A respeciate object, a data.frame of profiles also in standard long form, used as the set of candidate source profiles when fitting rsp.

power

A numeric, an additional factor to be added to weightings when fitting the PLS model. This is applied in the form weight^power, and increasing this, increases the relative weighting of the more heavily weighted measurements. Values in the range 1 - 2.5 are sometimes helpful.

...

additional arguments, typically ignored or passed on to nls.

pls

A rsp_pls_profile output, intended for use with pls_ functions.

species

for pls_fit_species, a data.frame of measurements of an additional species to be fitted to an existing PLS model, or for pls_refit_species a character vector of the names of species already included in the model to be refit. Both are multiple-species wrappers for pls_rebuild, a general-purpose PLS fitter than only handles single species.

refit.profile

(for pls_fit_species, pls_refit_species and pls_rebuild) logical. When fitting a new species (or refitted an existing species), all other species in the reference profiles are held 'as is' and added species is fit to the source contribution time-series of the previous PLS model. By default, the full PLS model is then refit using the revised ref source profile to generate a PLS model based on the revised source profiles (i.e., ref + new species or ref + refit species). However, this second step can be omitted using refit.profile=FALSE if you want to use the supplied species as an indicator rather than a standard member of the apportionment model.

as.marker

for pls_rebuild, pls_fit_species and pls_refit_species, logical, default FALSE, when fitting (or refitting) a species, treat it as source marker.

drop.missing

for pls_rebuild, pls_fit_species and pls_refit_species, logical, default FALSE, when building or rebuilding a PLS model, discard cases where species is missing.

Value

rsp_pls_profile returns a list of nls models, one per profile/measurement set in rsp. The pls_ functions work with these outputs. pls_report generates a data.frame of model outputs, and is used of several of the other pls_

functions. pls_fit_species, pls_refit_species and pls_fit_parent return the supplied rsp_pls_profile output, updated on the basis of the pls_ function action. pls_plots (documented separately) produce various plots commonly used in source apportionment studies.

Note

This implementation of PLS applies the following modeling constraints:

1. It generates a model of rsp that is positively constrained linear product of the profiles in ref, so outputs can only be zero or more. Although the model is generated using nls, which is a Nonlinear Least Squares (NLS) model, the fitting term applied in this case is linear.

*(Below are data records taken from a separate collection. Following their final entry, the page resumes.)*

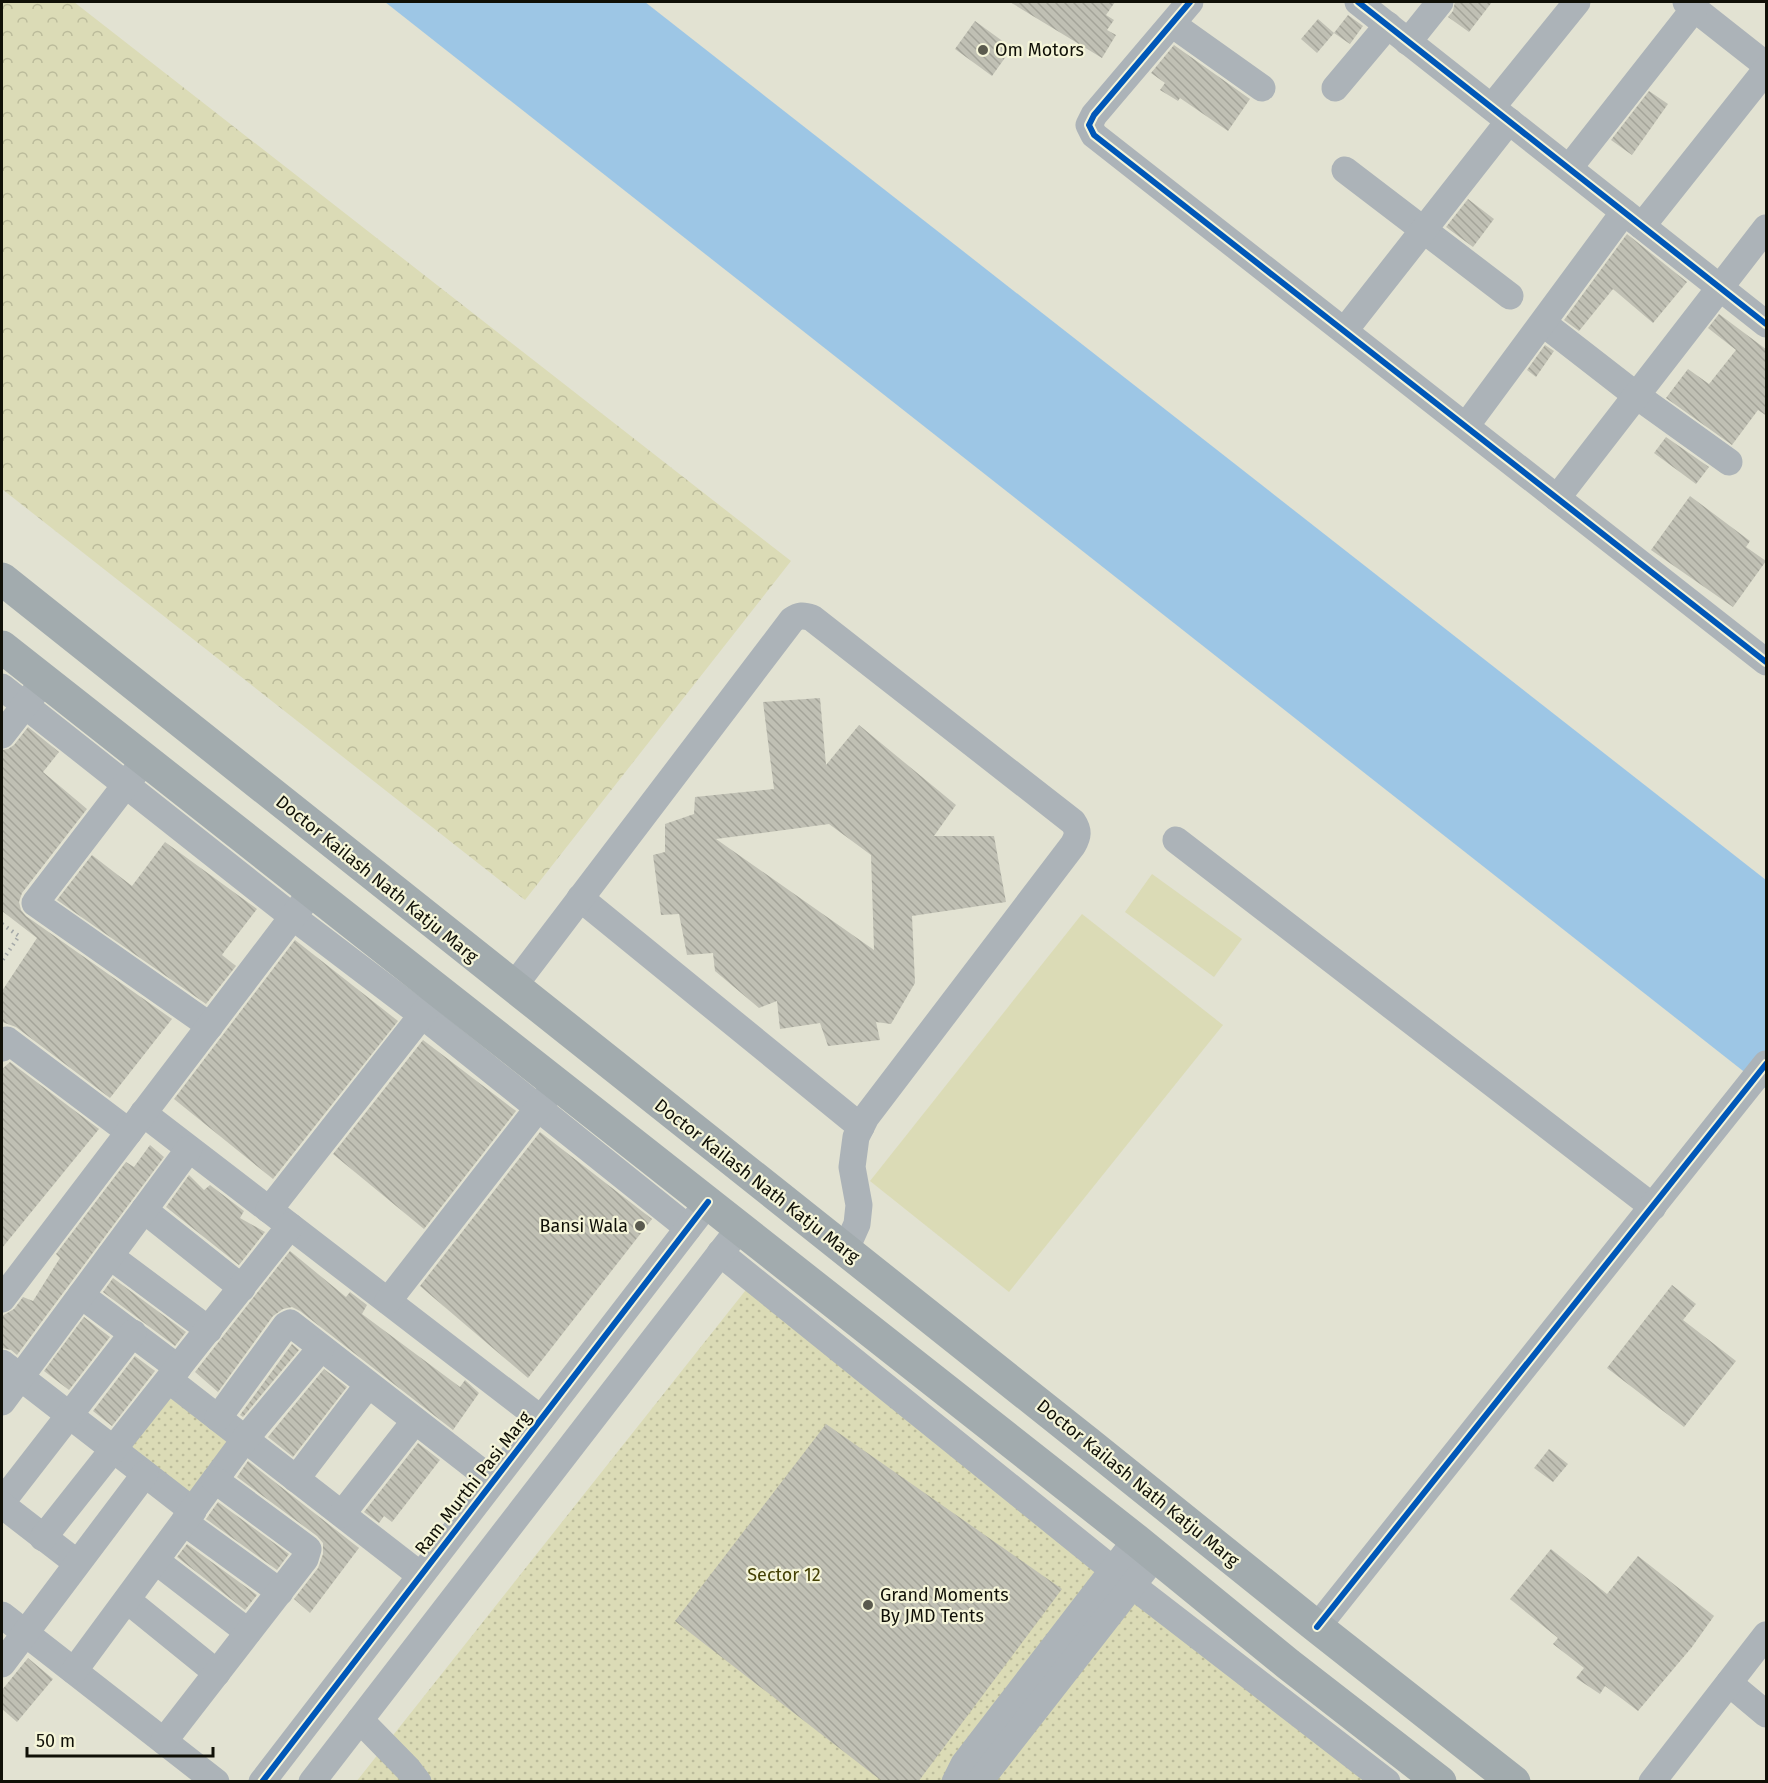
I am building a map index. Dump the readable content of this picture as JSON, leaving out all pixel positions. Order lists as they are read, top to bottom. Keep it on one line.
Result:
{"streets":{"main road":["Doctor Kailash Nath Katju Marg"],"street":["Ram Murthi Pasi Marg"]},"parks":["Sector 12"],"places":["Om Motors","Bansi Wala","Grand Moments By JMD Tents"],"scale_bar":"50 m"}
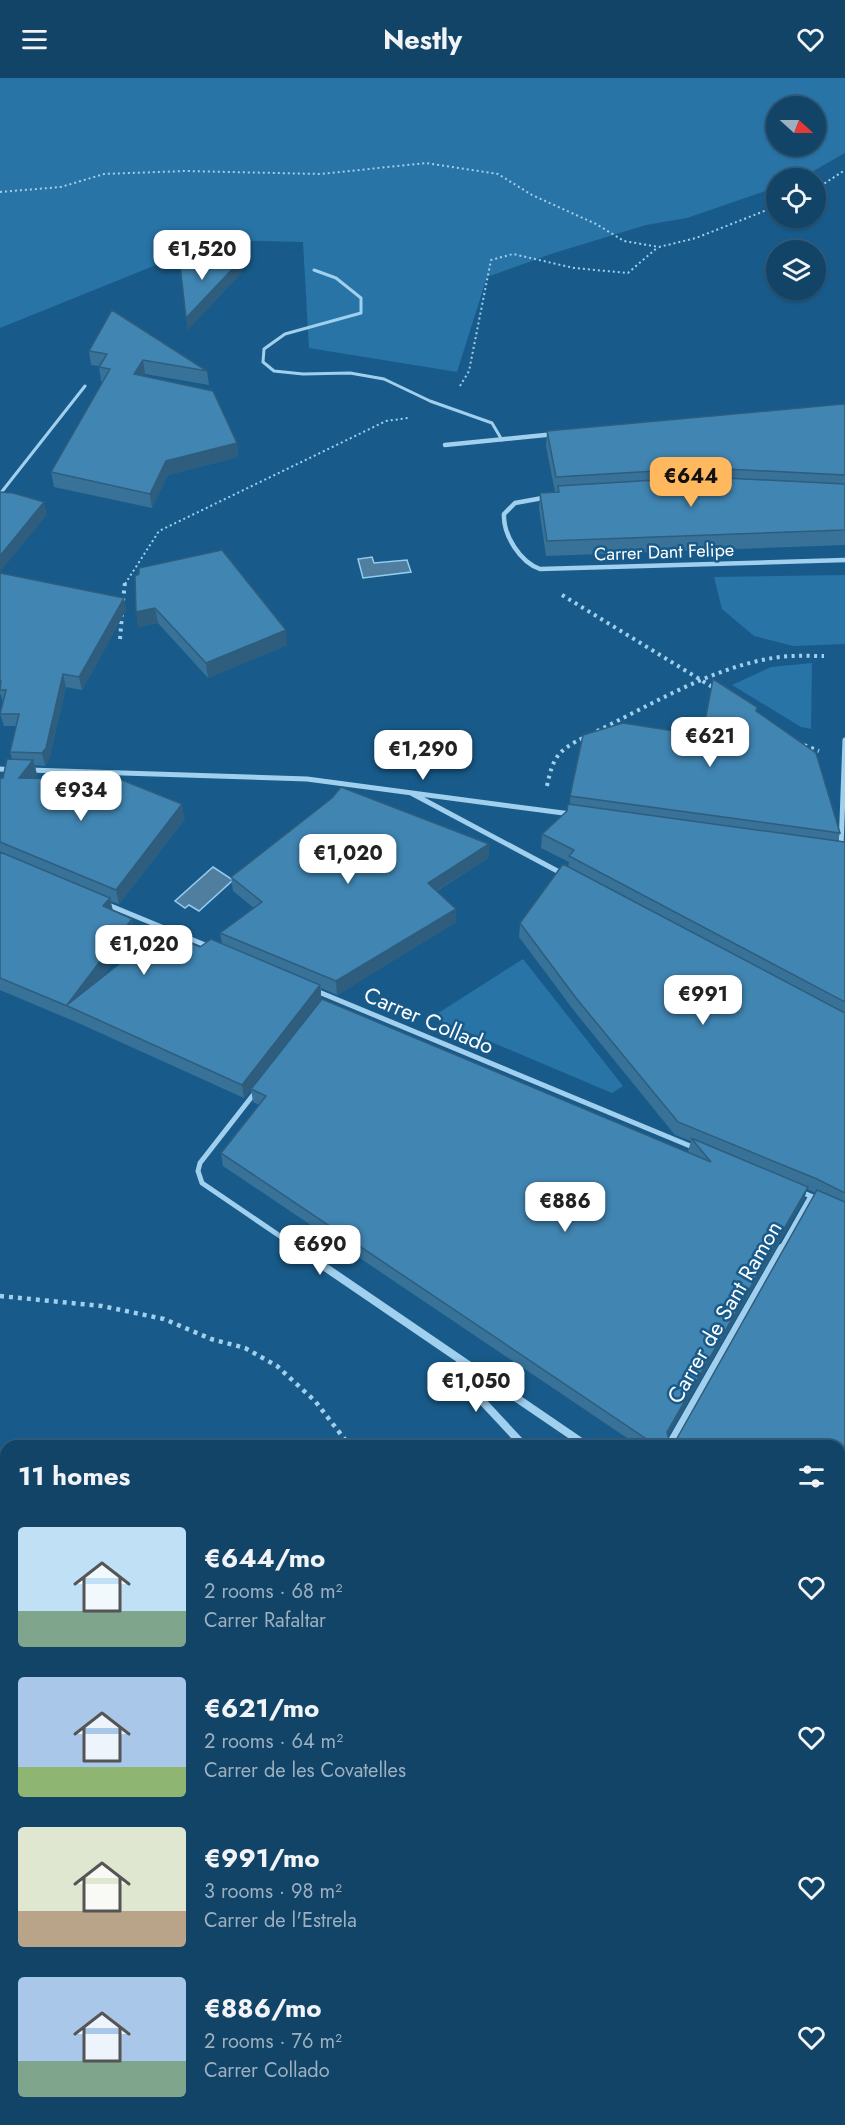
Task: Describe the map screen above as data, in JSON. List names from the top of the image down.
{
  "streets": {
    "street": ["Carrer Dant Felipe", "Carrer Collado", "Carrer de Sant Ramon"]
  },
  "north": "right",
  "page": {
    "header": "Nestly",
    "price": [
      "€1,520",
      "€644",
      "€621",
      "€1,290",
      "€934",
      "€1,020",
      "€1,020",
      "€991",
      "€886",
      "€690",
      "€1,050"
    ],
    "heading": "11 homes",
    "list": [
      {
        "name": "€644/mo",
        "note": "2 rooms · 68 m² · Carrer Rafaltar"
      },
      {
        "name": "€621/mo",
        "note": "2 rooms · 64 m² · Carrer de les Covatelles"
      },
      {
        "name": "€991/mo",
        "note": "3 rooms · 98 m² · Carrer de l'Estrela"
      },
      {
        "name": "€886/mo",
        "note": "2 rooms · 76 m² · Carrer Collado"
      }
    ]
  }
}
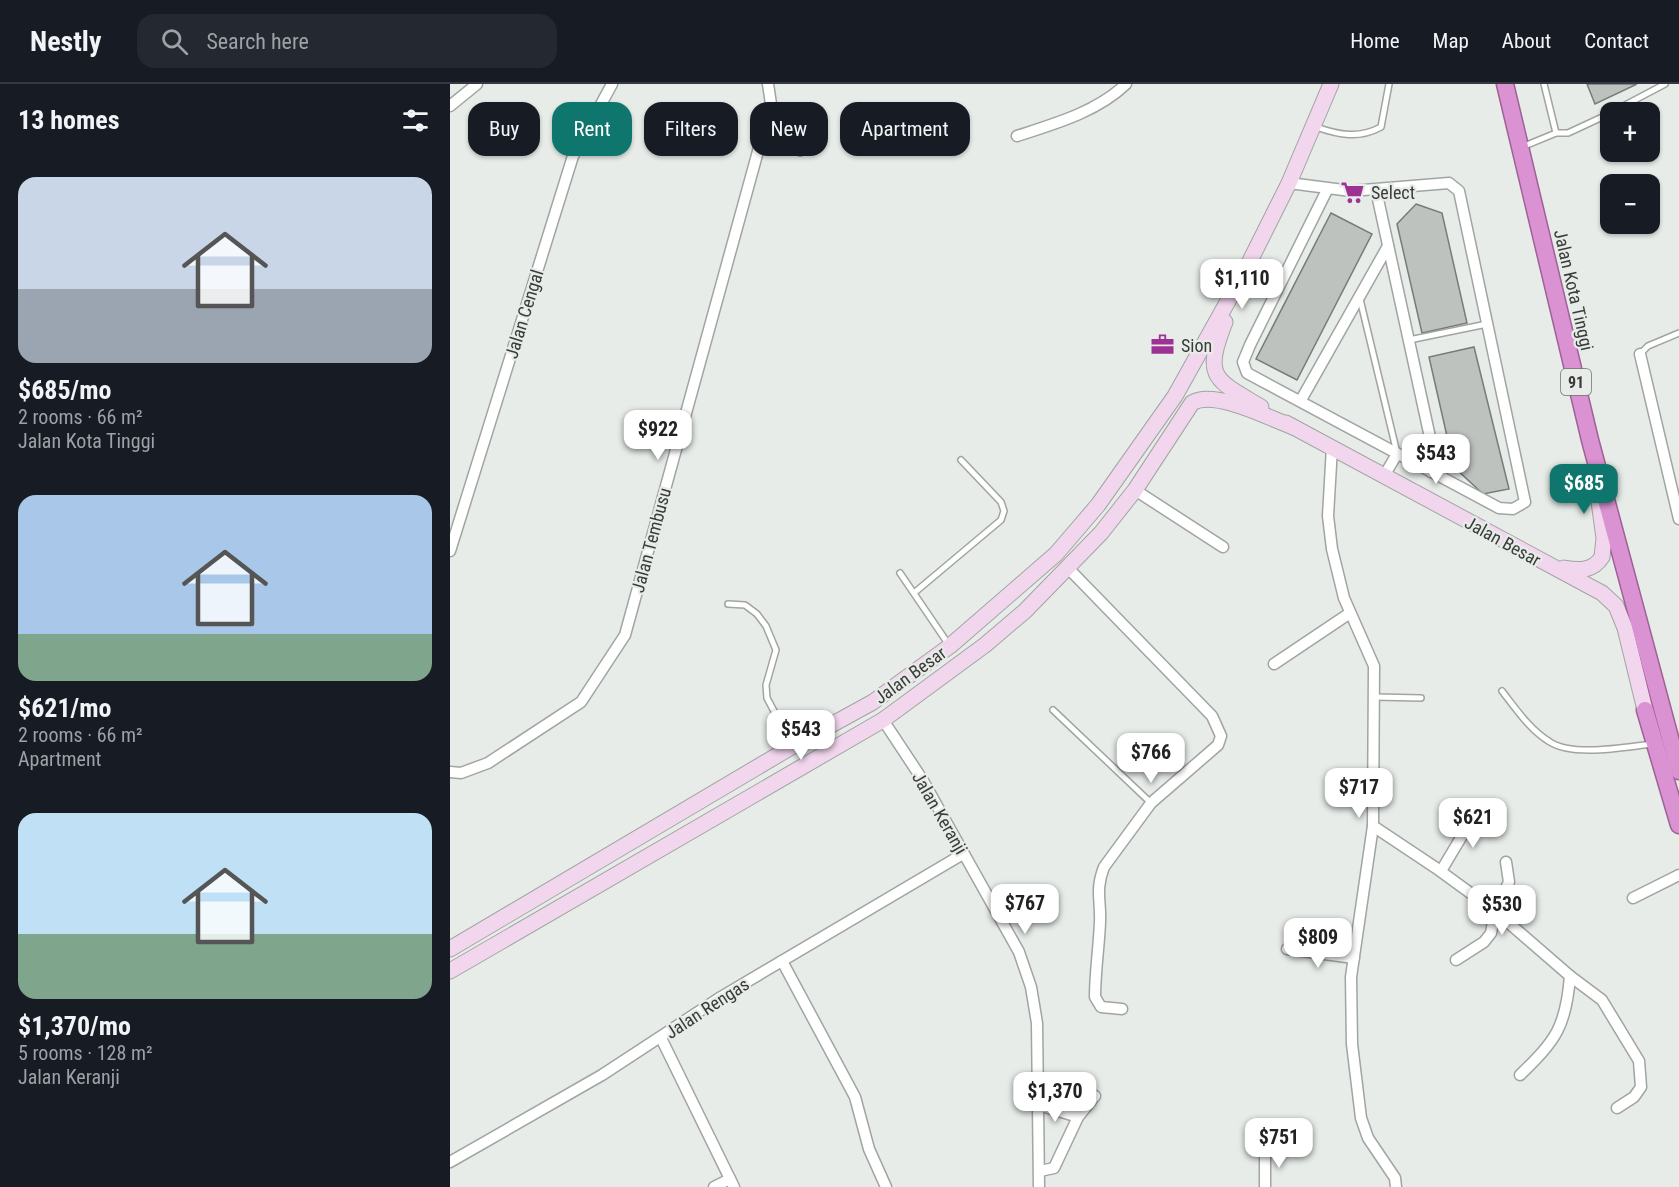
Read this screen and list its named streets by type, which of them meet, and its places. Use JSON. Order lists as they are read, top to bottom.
{
  "streets": {
    "highway": ["Jalan Kota Tinggi", "91"],
    "main road": ["Jalan Besar"],
    "street": [
      "Jalan Cengal",
      "Jalan Tembusu",
      "Jalan Keranji",
      "Jalan Rengas"
    ]
  },
  "crossings": [
    ["Jalan Besar", "Jalan Keranji"],
    ["Jalan Keranji", "Jalan Rengas"]
  ],
  "places": {
    "supermarket": ["Select"],
    "office": ["Sion"]
  },
  "page": {
    "header": "Nestly",
    "search": "Search here",
    "nav": [
      "Home",
      "Map",
      "About",
      "Contact"
    ],
    "heading": "13 homes",
    "map_buttons": ["+", "−"],
    "chip": [
      "Buy",
      "Rent",
      "Filters",
      "New",
      "Apartment"
    ],
    "list": [
      {
        "name": "$685/mo",
        "note": "2 rooms · 66 m² · Jalan Kota Tinggi"
      },
      {
        "name": "$621/mo",
        "note": "2 rooms · 66 m² · Apartment"
      },
      {
        "name": "$1,370/mo",
        "note": "5 rooms · 128 m² · Jalan Keranji"
      }
    ],
    "price": [
      "$1,110",
      "$922",
      "$543",
      "$685",
      "$543",
      "$766",
      "$717",
      "$621",
      "$767",
      "$530",
      "$809",
      "$1,370",
      "$751"
    ]
  }
}
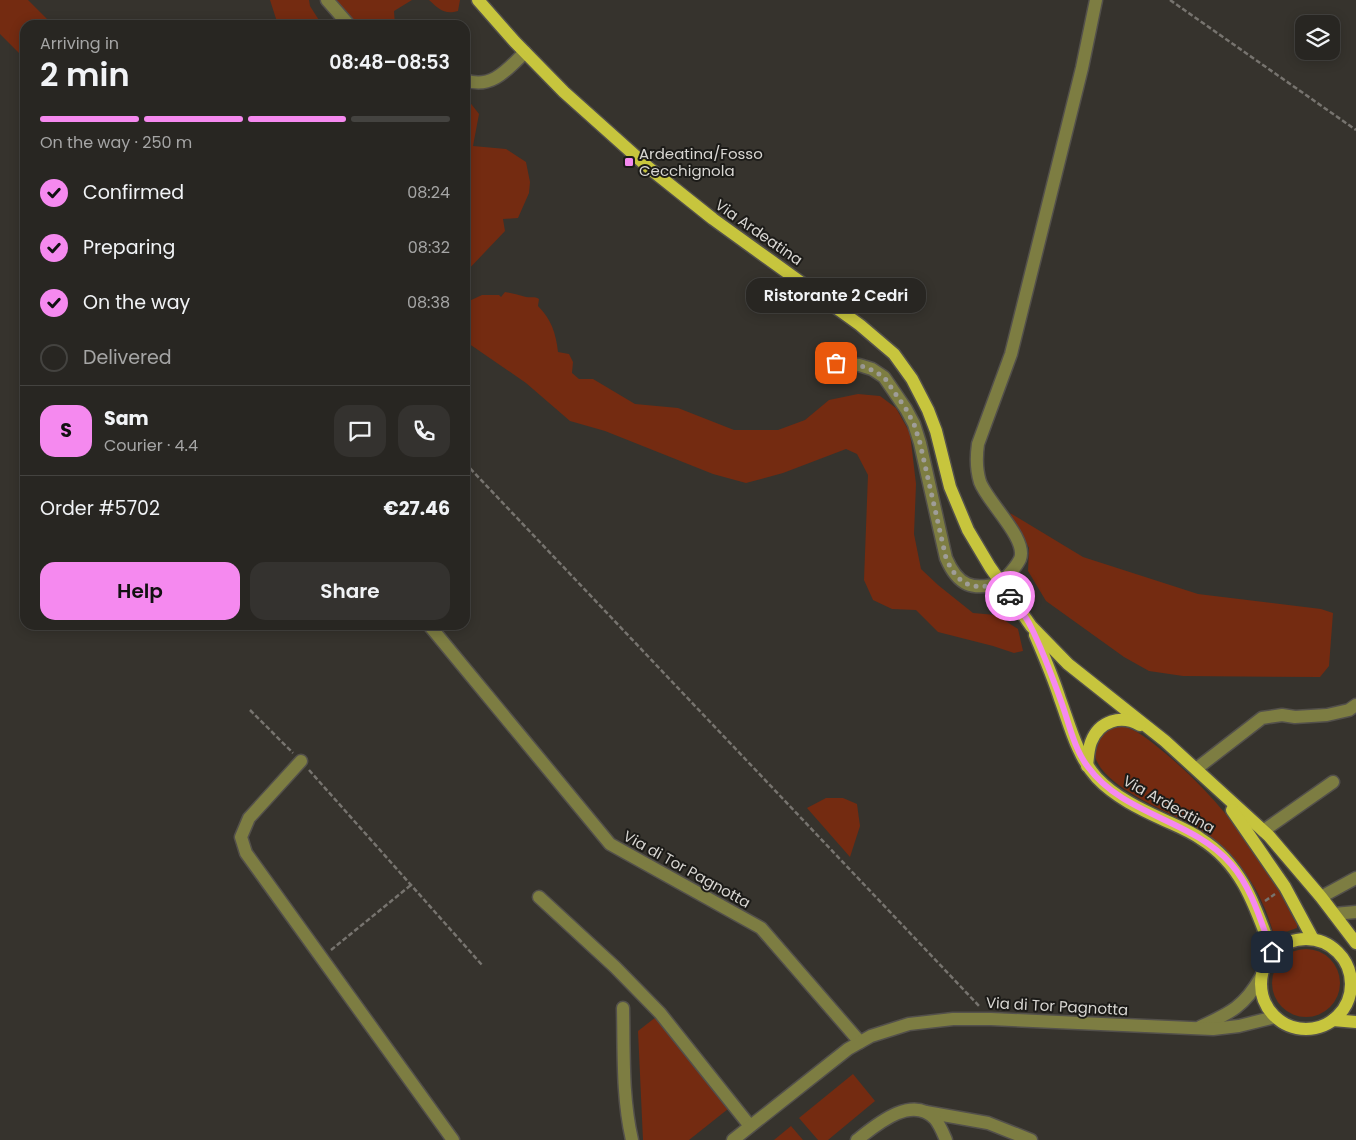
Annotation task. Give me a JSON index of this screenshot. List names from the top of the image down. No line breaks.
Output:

2. The model is fit in the form:

\(X_{i,j} = \sum\limits_{k=1}^{K}{N_{i,k} * M_{k,j} + e_{i,j}}\)

Where X is the data set of measurements, rsp, M is data set of reference profiles, ref, N is the data set of source contributions, the source apportion solution, to be solved by minimising e, the error terms.

3. The number of species in rsp must be more that the number of profiles in ref to reduce the likelihood of over-fitting.